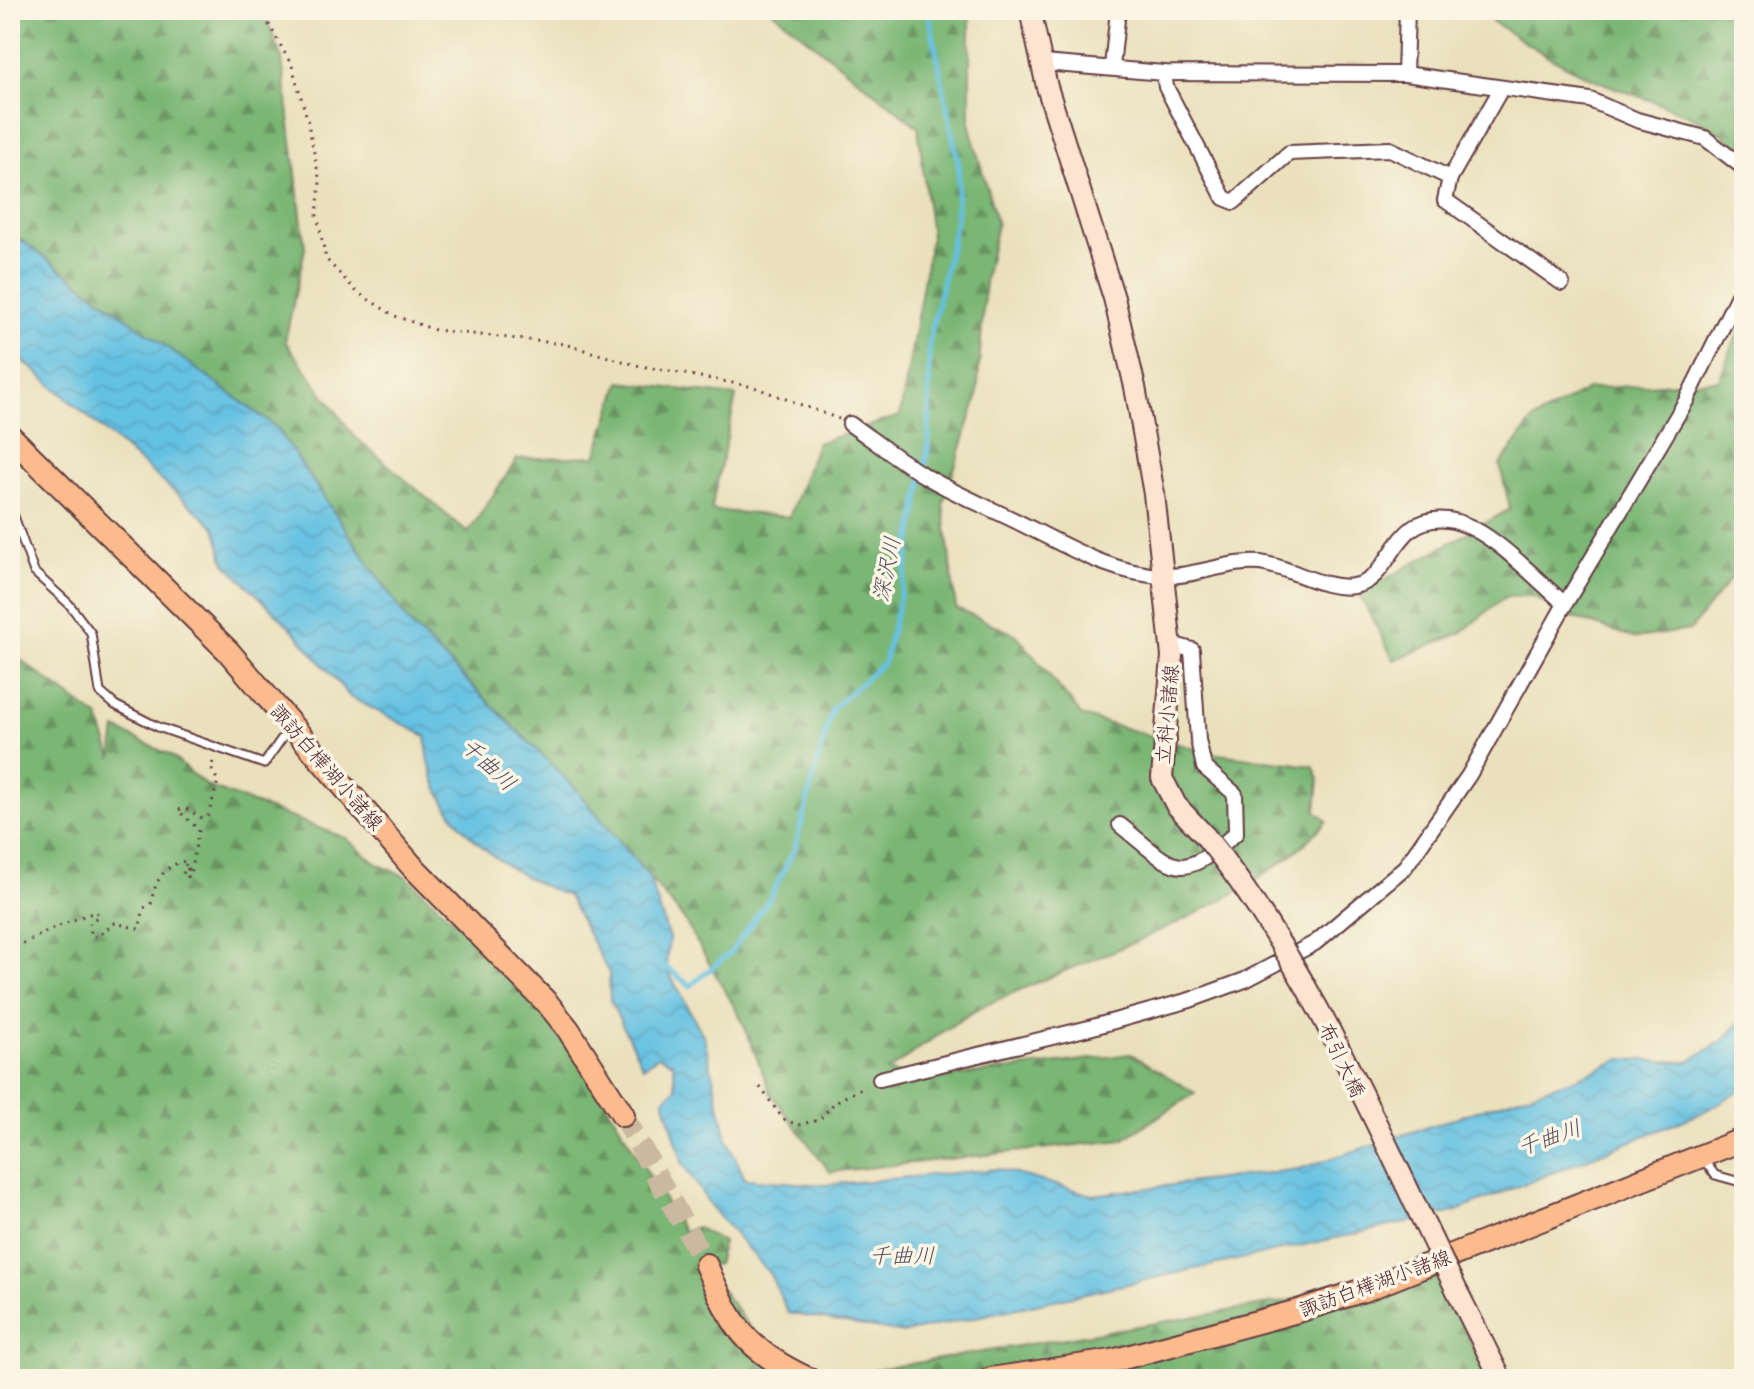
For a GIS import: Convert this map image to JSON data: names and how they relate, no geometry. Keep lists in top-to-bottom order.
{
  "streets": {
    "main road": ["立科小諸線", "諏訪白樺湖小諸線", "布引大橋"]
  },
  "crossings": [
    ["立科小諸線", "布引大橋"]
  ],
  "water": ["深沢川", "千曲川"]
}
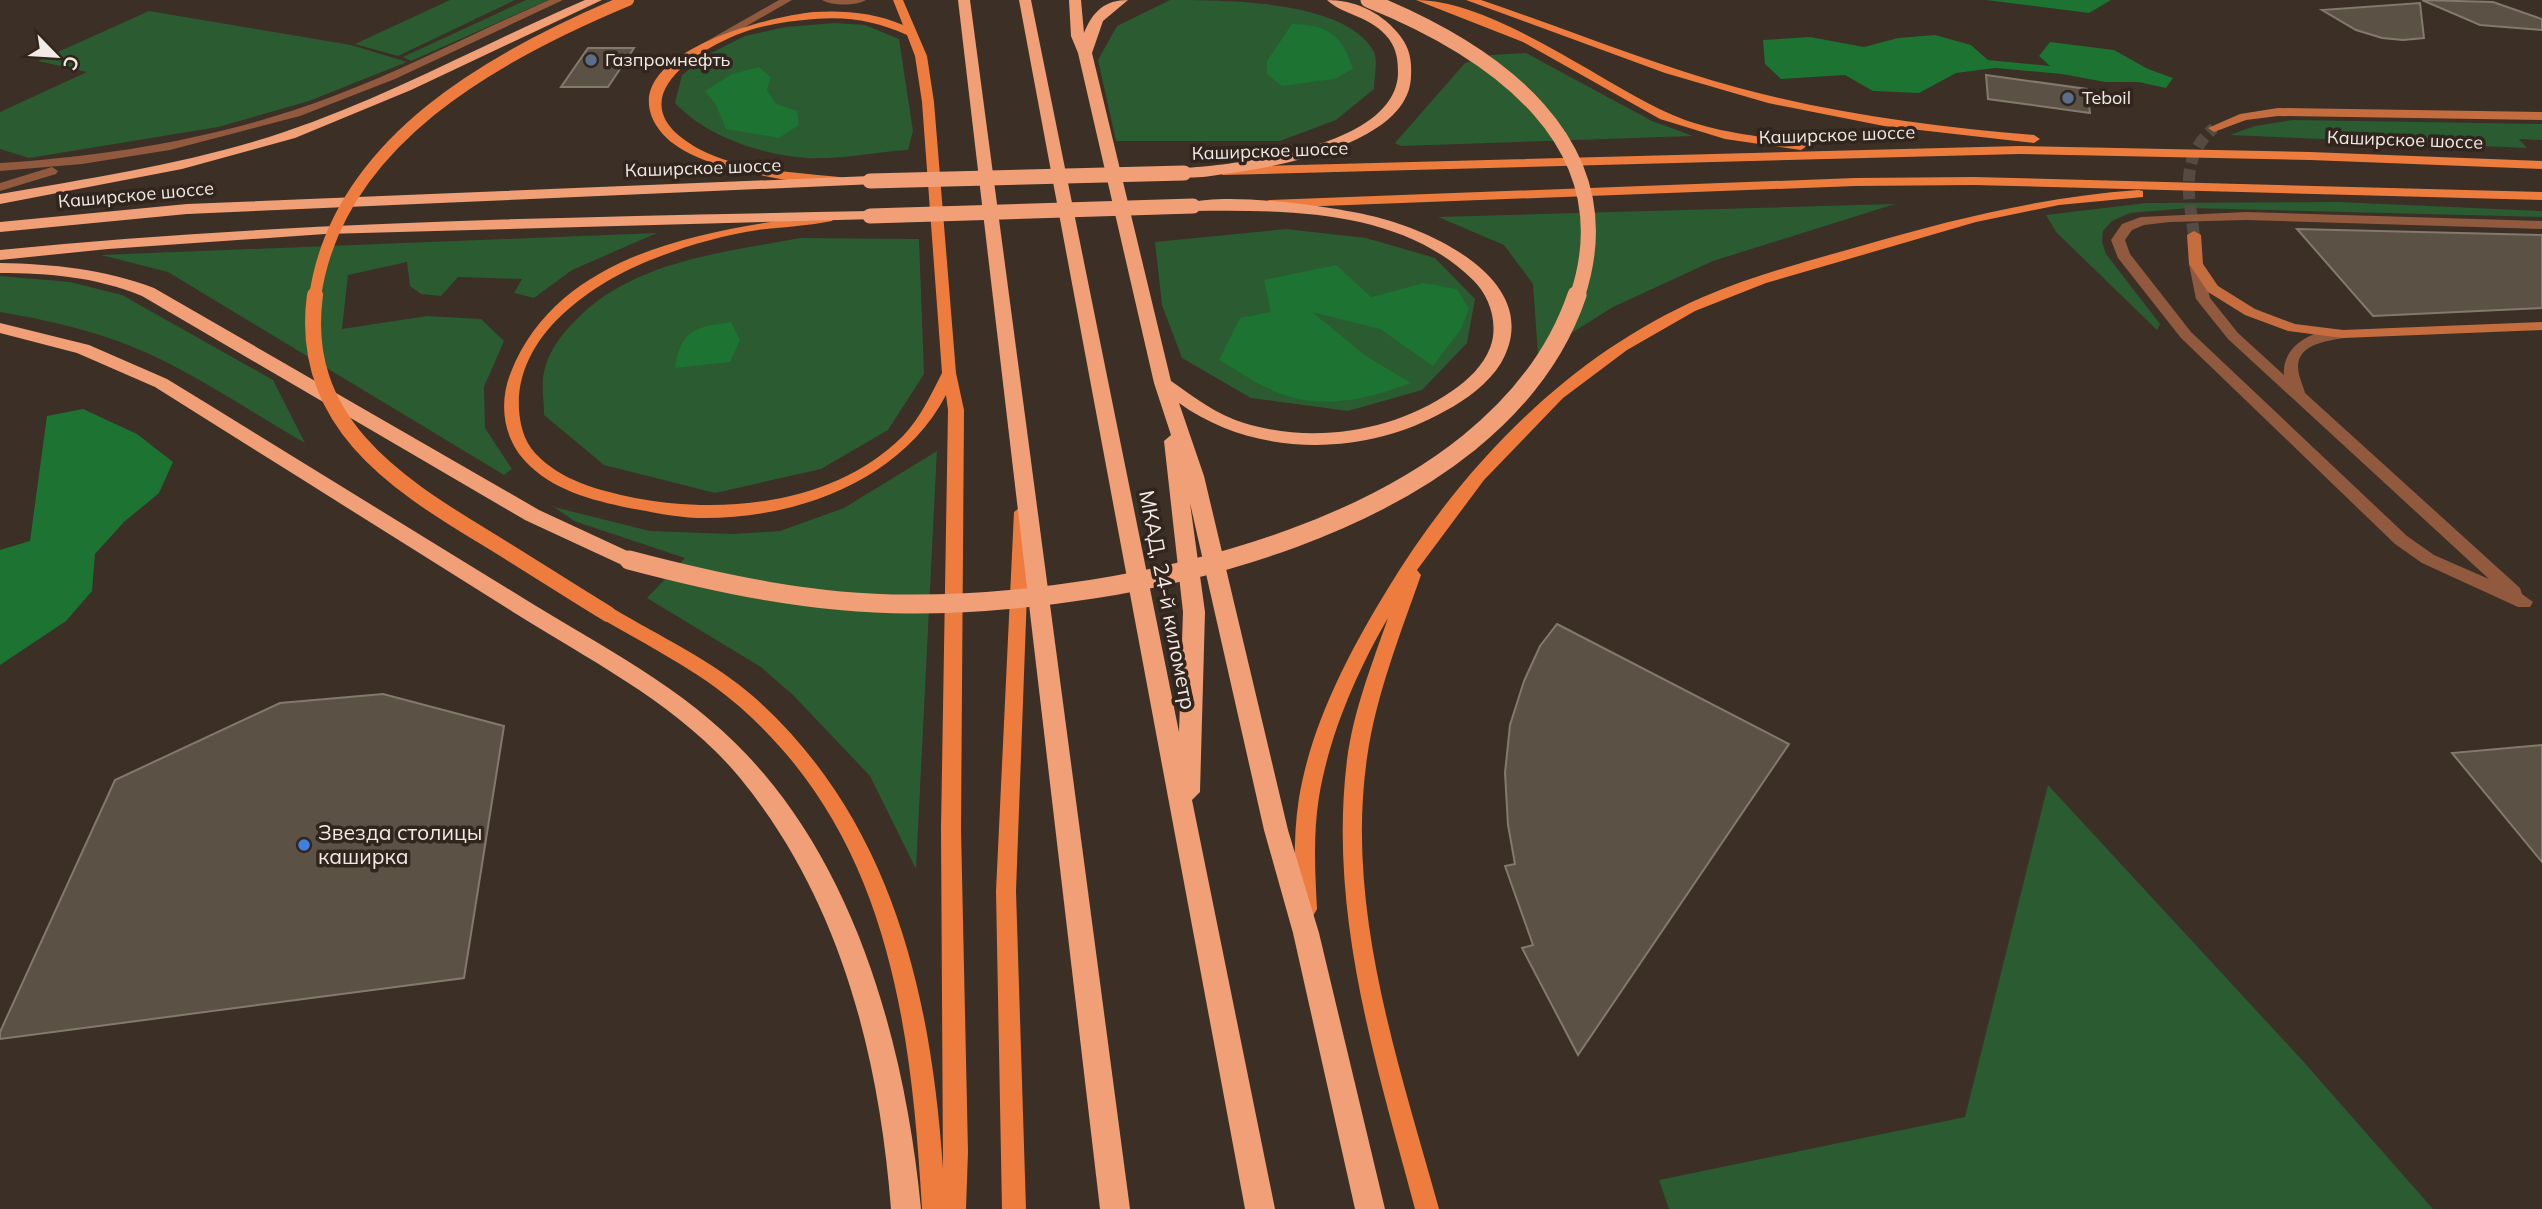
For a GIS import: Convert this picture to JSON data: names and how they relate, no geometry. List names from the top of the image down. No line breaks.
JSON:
-------------------------
Please transcribe each entry exactly, but skip any picture it holds.

For a GIS import: Convert this map image to JSON data: names and how they relate, no geometry. Keep lists in top-to-bottom order.
{
  "streets": {
    "main road": ["立科小諸線", "諏訪白樺湖小諸線", "布引大橋"]
  },
  "crossings": [
    ["立科小諸線", "布引大橋"]
  ],
  "water": ["深沢川", "千曲川"]
}
For a GIS import: Convert this picture to JSON data: names and how they relate, no geometry. List names from the top of the image down. No line breaks.
JSON:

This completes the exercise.